▸ INFORMATION
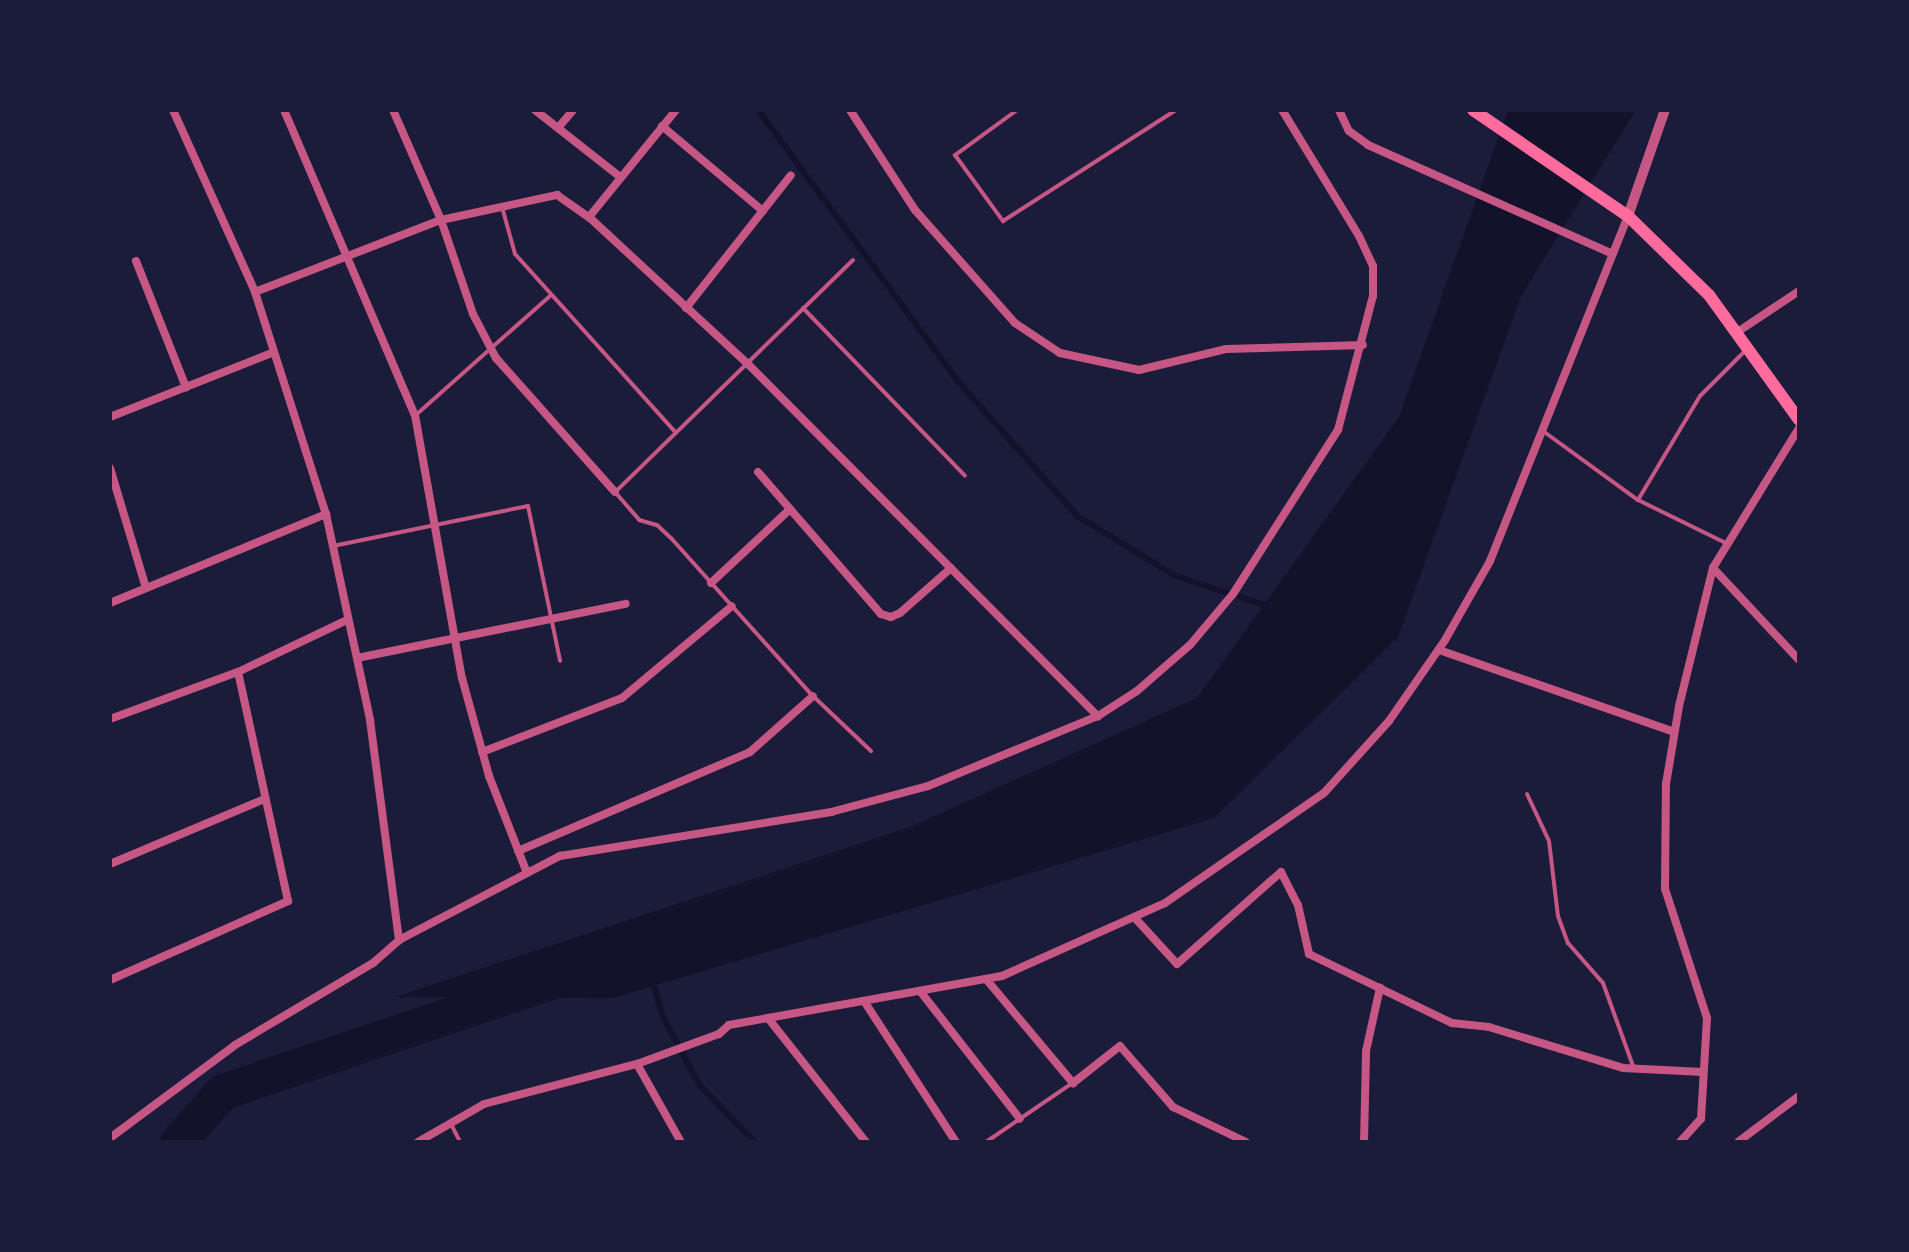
<!DOCTYPE html>
<style>
body{margin:0}
#map{position:relative;width:1909px;height:1252px;overflow:hidden;background:#1b1b3a;font-family:"Roboto Condensed",sans-serif}
div>[style]{position:absolute}
.water>*{inset:0;background:#12122b}
.stream>*{height:6px;margin:-3px;padding:0 3px;transform-origin:3px;border-radius:3px;background:#12122b}
.river>*{height:36px;margin:-18px;padding:0 18px;transform-origin:18px;border-radius:18px;background:#12122b}
.service>*{height:4px;margin:-2px;padding:0 2px;transform-origin:2px;border-radius:2px;background:#c65784}
.minor>*{height:8px;margin:-4px;padding:0 4px;transform-origin:4px;border-radius:4px;background:#c65784}
.tertiary>*{height:10px;margin:-5px;padding:0 5px;transform-origin:5px;border-radius:5px;background:#c65784}
.secondary>*{height:12px;margin:-6px;padding:0 6px;transform-origin:6px;border-radius:6px;background:#ff6b9d}
span{translate:-50% -50%;white-space:nowrap;text-align:center;line-height:1.15;-webkit-text-stroke:6px #1b1b3a;paint-order:stroke}
.frame{position:absolute;inset:0;border:112px solid #1b1b3a;pointer-events:none}
</style>
<div id="map">
<div class="water">
<i style="clip-path:polygon(1508px 110px,1636px 110px,1521px 296px,1398px 637px,1214px 818px,613px 998px,395px 997px,910px 827px,1197px 698px,1399px 417px)"></i>
</div>
<div class="stream">
<i style="left:758px;top:110px;width:334px;rotate:53.6deg"></i>
<i style="left:956px;top:379px;width:183px;rotate:48.5deg"></i>
<i style="left:1077px;top:516px;width:114px;rotate:31.3deg"></i>
<i style="left:1174px;top:575px;width:101px;rotate:18.4deg"></i>
<i style="left:652px;top:979px;width:40px;rotate:74deg"></i>
<i style="left:663px;top:1017px;width:78px;rotate:61.8deg"></i>
<i style="left:700px;top:1086px;width:78px;rotate:45.5deg"></i>
</div>
<div class="river">
<i style="left:178px;top:1142px;width:67px;rotate:-48deg"></i>
<i style="left:223px;top:1092px;width:347px;rotate:-18.6deg"></i>
</div>
<div class="service">
<i style="left:1017px;top:110px;width:77px;rotate:144deg"></i>
<i style="left:955px;top:155px;width:82px;rotate:54deg"></i>
<i style="left:1003px;top:221px;width:206px;rotate:-32.7deg"></i>
<i style="left:502px;top:207px;width:49px;rotate:74.5deg"></i>
<i style="left:515px;top:254px;width:239px;rotate:48deg"></i>
<i style="left:853px;top:260px;width:332px;rotate:135.7deg"></i>
<i style="left:615px;top:492px;width:37px;rotate:49deg"></i>
<i style="left:639px;top:520px;width:19px;rotate:16deg"></i>
<i style="left:657px;top:525px;width:19px;rotate:43deg"></i>
<i style="left:671px;top:538px;width:212px;rotate:48.1deg"></i>
<i style="left:813px;top:696px;width:80px;rotate:43.5deg"></i>
<i style="left:803px;top:308px;width:233px;rotate:46deg"></i>
<i style="left:417px;top:414px;width:179px;rotate:-41.6deg"></i>
<i style="left:1543px;top:431px;width:117px;rotate:36deg"></i>
<i style="left:1638px;top:500px;width:100px;rotate:26.1deg"></i>
<i style="left:1638px;top:500px;width:121px;rotate:-59.2deg"></i>
<i style="left:1700px;top:396px;width:65px;rotate:-45deg"></i>
<i style="left:333px;top:546px;width:199px;rotate:-11.6deg"></i>
<i style="left:528px;top:506px;width:158px;rotate:78.3deg"></i>
<i style="left:1527px;top:794px;width:52px;rotate:64.9deg"></i>
<i style="left:1549px;top:841px;width:76px;rotate:83.2deg"></i>
<i style="left:1558px;top:916px;width:29px;rotate:70deg"></i>
<i style="left:1568px;top:943px;width:53px;rotate:48.8deg"></i>
<i style="left:1603px;top:983px;width:88px;rotate:70.1deg"></i>
<i style="left:451px;top:1124px;width:20px;rotate:63deg"></i>
<i style="left:986px;top:1142px;width:103px;rotate:-34.3deg"></i>
</div>
<div class="minor">
<i style="left:173px;top:110px;width:200px;rotate:65.7deg"></i>
<i style="left:255px;top:292px;width:233px;rotate:72.3deg"></i>
<i style="left:326px;top:514px;width:211px;rotate:77.9deg"></i>
<i style="left:370px;top:720px;width:222px;rotate:82.5deg"></i>
<i style="left:284px;top:110px;width:332px;rotate:66.8deg"></i>
<i style="left:415px;top:415px;width:267px;rotate:79.9deg"></i>
<i style="left:462px;top:678px;width:102px;rotate:74.6deg"></i>
<i style="left:489px;top:776px;width:104px;rotate:68.6deg"></i>
<i style="left:393px;top:110px;width:120px;rotate:66.4deg"></i>
<i style="left:441px;top:220px;width:99px;rotate:71.2deg"></i>
<i style="left:473px;top:314px;width:50px;rotate:62.4deg"></i>
<i style="left:496px;top:358px;width:179px;rotate:48.4deg"></i>
<i style="left:535px;top:110px;width:107px;rotate:38.2deg"></i>
<i style="left:850px;top:110px;width:119px;rotate:57deg"></i>
<i style="left:915px;top:210px;width:151px;rotate:48.5deg"></i>
<i style="left:1015px;top:323px;width:54px;rotate:33.7deg"></i>
<i style="left:1060px;top:353px;width:81px;rotate:12.1deg"></i>
<i style="left:1139px;top:370px;width:89px;rotate:-13.6deg"></i>
<i style="left:1226px;top:349px;width:137px;rotate:-1.7deg"></i>
<i style="left:1339px;top:110px;width:23px;rotate:65deg"></i>
<i style="left:1349px;top:131px;width:24px;rotate:36deg"></i>
<i style="left:1368px;top:145px;width:266px;rotate:24deg"></i>
<i style="left:662px;top:126px;width:132px;rotate:40.1deg"></i>
<i style="left:558px;top:128px;width:23px;rotate:-50deg"></i>
<i style="left:589px;top:217px;width:138px;rotate:-50.9deg"></i>
<i style="left:136px;top:261px;width:136px;rotate:68.4deg"></i>
<i style="left:255px;top:292px;width:199px;rotate:-21.2deg"></i>
<i style="left:441px;top:220px;width:119px;rotate:-12.2deg"></i>
<i style="left:557px;top:195px;width:39px;rotate:35deg"></i>
<i style="left:589px;top:217px;width:219px;rotate:42.8deg"></i>
<i style="left:750px;top:366px;width:494px;rotate:45.2deg"></i>
<i style="left:686px;top:308px;width:169px;rotate:-51.7deg"></i>
<i style="left:1736px;top:333px;width:76px;rotate:-33.7deg"></i>
<i style="left:110px;top:417px;width:176px;rotate:-21.6deg"></i>
<i style="left:1799px;top:428px;width:164px;rotate:121.6deg"></i>
<i style="left:1713px;top:568px;width:126px;rotate:46.9deg"></i>
<i style="left:110px;top:468px;width:125px;rotate:73.3deg"></i>
<i style="left:758px;top:472px;width:188px;rotate:49.1deg"></i>
<i style="left:881px;top:614px;width:10px;rotate:17deg"></i>
<i style="left:891px;top:617px;width:10px;rotate:-24deg"></i>
<i style="left:900px;top:613px;width:68px;rotate:-41.4deg"></i>
<i style="left:711px;top:583px;width:108px;rotate:-43.1deg"></i>
<i style="left:110px;top:603px;width:234px;rotate:-22.4deg"></i>
<i style="left:1439px;top:650px;width:249px;rotate:19.2deg"></i>
<i style="left:357px;top:658px;width:274px;rotate:-11.4deg"></i>
<i style="left:110px;top:719px;width:136px;rotate:-20.2deg"></i>
<i style="left:238px;top:672px;width:121px;rotate:-25.5deg"></i>
<i style="left:482px;top:752px;width:150px;rotate:-21.1deg"></i>
<i style="left:622px;top:698px;width:143px;rotate:-39.9deg"></i>
<i style="left:518px;top:851px;width:252px;rotate:-23.1deg"></i>
<i style="left:750px;top:752px;width:84px;rotate:-41.6deg"></i>
<i style="left:110px;top:864px;width:168px;rotate:-22.8deg"></i>
<i style="left:1135px;top:918px;width:62px;rotate:47.6deg"></i>
<i style="left:1177px;top:964px;width:139px;rotate:-41.5deg"></i>
<i style="left:1281px;top:872px;width:37px;rotate:63deg"></i>
<i style="left:1298px;top:905px;width:50px;rotate:77.3deg"></i>
<i style="left:1309px;top:954px;width:159px;rotate:25.8deg"></i>
<i style="left:1452px;top:1023px;width:37px;rotate:6deg"></i>
<i style="left:1489px;top:1027px;width:140px;rotate:17deg"></i>
<i style="left:1623px;top:1068px;width:80px;rotate:2.9deg"></i>
<i style="left:986px;top:979px;width:136px;rotate:50.1deg"></i>
<i style="left:1073px;top:1083px;width:60px;rotate:-38.2deg"></i>
<i style="left:1120px;top:1046px;width:81px;rotate:49deg"></i>
<i style="left:1173px;top:1107px;width:81px;rotate:25.6deg"></i>
<i style="left:110px;top:980px;width:195px;rotate:-23.9deg"></i>
<i style="left:288px;top:901px;width:234px;rotate:-102.3deg"></i>
<i style="left:920px;top:991px;width:162px;rotate:52deg"></i>
<i style="left:864px;top:1001px;width:168px;rotate:56.9deg"></i>
<i style="left:768px;top:1018px;width:158px;rotate:51.7deg"></i>
<i style="left:637px;top:1064px;width:90px;rotate:60.6deg"></i>
<i style="left:110px;top:1138px;width:156px;rotate:-36.6deg"></i>
<i style="left:235px;top:1045px;width:161px;rotate:-30.7deg"></i>
<i style="left:373px;top:963px;width:35px;rotate:-41deg"></i>
<i style="left:399px;top:940px;width:182px;rotate:-27.6deg"></i>
<i style="left:560px;top:856px;width:275px;rotate:-9.2deg"></i>
<i style="left:831px;top:812px;width:100px;rotate:-15deg"></i>
<i style="left:928px;top:786px;width:184px;rotate:-22.4deg"></i>
<i style="left:1098px;top:716px;width:46px;rotate:-32.7deg"></i>
<i style="left:1137px;top:691px;width:70px;rotate:-41deg"></i>
<i style="left:1190px;top:645px;width:67px;rotate:-49.9deg"></i>
<i style="left:1233px;top:594px;width:195px;rotate:-57.4deg"></i>
<i style="left:1338px;top:430px;width:138px;rotate:-75.4deg"></i>
<i style="left:1373px;top:296px;width:30px;rotate:-90deg"></i>
<i style="left:1373px;top:266px;width:33px;rotate:-115deg"></i>
<i style="left:1359px;top:236px;width:148px;rotate:-121.4deg"></i>
<i style="left:418px;top:1142px;width:76px;rotate:-29.9deg"></i>
<i style="left:484px;top:1104px;width:158px;rotate:-14.7deg"></i>
<i style="left:637px;top:1064px;width:87px;rotate:-20.1deg"></i>
<i style="left:719px;top:1034px;width:13px;rotate:-42deg"></i>
<i style="left:729px;top:1025px;width:277px;rotate:-10.2deg"></i>
<i style="left:1002px;top:976px;width:179px;rotate:-24.1deg"></i>
<i style="left:1165px;top:903px;width:193px;rotate:-34.7deg"></i>
<i style="left:1324px;top:793px;width:97px;rotate:-47.9deg"></i>
<i style="left:1389px;top:721px;width:98px;rotate:-55.3deg"></i>
<i style="left:1445px;top:640px;width:91px;rotate:-60.3deg"></i>
<i style="left:1490px;top:561px;width:372px;rotate:-68.2deg"></i>
<i style="left:1364px;top:1142px;width:91px;rotate:-88.7deg"></i>
<i style="left:1366px;top:1051px;width:65px;rotate:-77.5deg"></i>
<i style="left:1680px;top:1142px;width:31px;rotate:-48deg"></i>
<i style="left:1701px;top:1119px;width:101px;rotate:-86.6deg"></i>
<i style="left:1707px;top:1018px;width:136px;rotate:-108deg"></i>
<i style="left:1665px;top:889px;width:105px;rotate:-89.5deg"></i>
<i style="left:1666px;top:784px;width:79px;rotate:-80.5deg"></i>
<i style="left:1679px;top:706px;width:142px;rotate:-76.2deg"></i>
<i style="left:1738px;top:1142px;width:76px;rotate:-37deg"></i>
</div>
<div class="tertiary">
<i style="left:1628px;top:216px;width:112px;rotate:-70.8deg"></i>
</div>
<div class="secondary">
<i style="left:1473px;top:110px;width:188px;rotate:34.4deg"></i>
<i style="left:1628px;top:216px;width:113px;rotate:44.3deg"></i>
<i style="left:1709px;top:295px;width:154px;rotate:54.2deg"></i>
</div>
<div class="frame"></div>
</div>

▸ TASK GOAL
Copy out each line of the data containing the string "position".

▸ SOLUTION BELOW
#map{position:relative;width:1909px;height:1252px;overflow:hidden;background:#1b1b3a;font-family:"Roboto Condensed",sans-serif}
div>[style]{position:absolute}
.frame{position:absolute;inset:0;border:112px solid #1b1b3a;pointer-events:none}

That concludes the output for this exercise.